Alive. He was alive, somewhere in there.
I opened my eyes, turned to Gayle, and said, “They’re inside. We must get them out.”
She looked at her exhausted, wounded band, and the huddled, frightened children they protected. “I can’t. I’m sorry, but we have to concentrate on protecting these kids. We can’t go back in there. I have only one living Fire Warden, and she’s badly injured.”
I couldn’t fault her logic, or her judgment, but I wasn’t willing to accept defeat that easily. Not when it meant the lives of those I loved. “Then watch my back,” I said. I handed her the rifle, and she checked the clip with a competence that gave me confidence.
“Good luck.” She nodded. “If you can get them out, head for the fire road to the east. If everything works right, we should have rescue transportation coming in the next twenty minutes, but we can’t wait for you for long if it means risking the lives of those we already have.”
I rolled to my feet and ran, keeping low, around the side of the school.
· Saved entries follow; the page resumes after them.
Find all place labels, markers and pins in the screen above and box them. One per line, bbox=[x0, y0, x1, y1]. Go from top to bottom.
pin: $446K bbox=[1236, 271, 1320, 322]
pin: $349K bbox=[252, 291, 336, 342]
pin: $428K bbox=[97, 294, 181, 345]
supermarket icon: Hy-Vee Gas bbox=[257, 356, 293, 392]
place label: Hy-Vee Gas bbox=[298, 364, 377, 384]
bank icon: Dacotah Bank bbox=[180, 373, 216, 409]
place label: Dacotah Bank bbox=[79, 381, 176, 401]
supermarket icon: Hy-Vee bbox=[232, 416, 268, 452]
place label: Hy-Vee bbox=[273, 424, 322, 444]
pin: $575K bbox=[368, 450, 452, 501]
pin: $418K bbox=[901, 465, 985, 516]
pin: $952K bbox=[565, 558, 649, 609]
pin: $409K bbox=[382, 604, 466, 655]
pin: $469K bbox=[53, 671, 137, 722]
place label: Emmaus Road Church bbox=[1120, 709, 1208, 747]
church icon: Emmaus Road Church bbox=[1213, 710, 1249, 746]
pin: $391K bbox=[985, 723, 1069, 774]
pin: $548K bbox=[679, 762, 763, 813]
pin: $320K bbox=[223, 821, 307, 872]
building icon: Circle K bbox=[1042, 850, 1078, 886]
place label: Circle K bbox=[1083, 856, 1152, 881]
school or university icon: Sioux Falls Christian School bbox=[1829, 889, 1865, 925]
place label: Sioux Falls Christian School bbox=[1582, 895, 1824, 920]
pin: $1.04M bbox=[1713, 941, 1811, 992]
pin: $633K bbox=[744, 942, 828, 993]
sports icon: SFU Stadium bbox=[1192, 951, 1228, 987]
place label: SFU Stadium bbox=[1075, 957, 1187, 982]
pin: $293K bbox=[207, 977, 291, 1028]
The flames weren’t as intense here—in fact, part of the wall seemed intact, though heavy iron gray smoke poured through shattered windows. The door was open, and two small bodies lay huddled together on the bare ground outside.
I ran for the fence, still largely intact on this side, ripped it apart with Earth power, and left it dangling open behind me as I scooped up the two children and dragged them away from danger. Both were almost unrecognizable under the thick layers of soot on their faces, but I knew the bright red blaze of her hair—the girl was Gillian. It took me longer to work out the boy’s identity, but of course it was Mike, her constant companion and protector.
Mike was dead. I checked him to be sure, and tried all the techniques I knew to revive the boy, but his spirit was gone, and his body unresponsive. He’d been badly burned, his lungs scorched beyond any survival. Mike, the Fire Warden, had been overwhelmed by the blaze he’d tried to manage.
But he’d saved Gillian—no doubt at his own expense. She was unconscious, and suffering from smoke inhalation, but alive. I poured power into her to stabilize her condition, and then plunged back through the fence and handed her off to Gayle, who put her with the other injured children.
The door into the building was firmly closed and blazing hot, but so far there were no flames at the window where the two children must have escaped—only a thick black river of smoke pouring out.
I climbed in.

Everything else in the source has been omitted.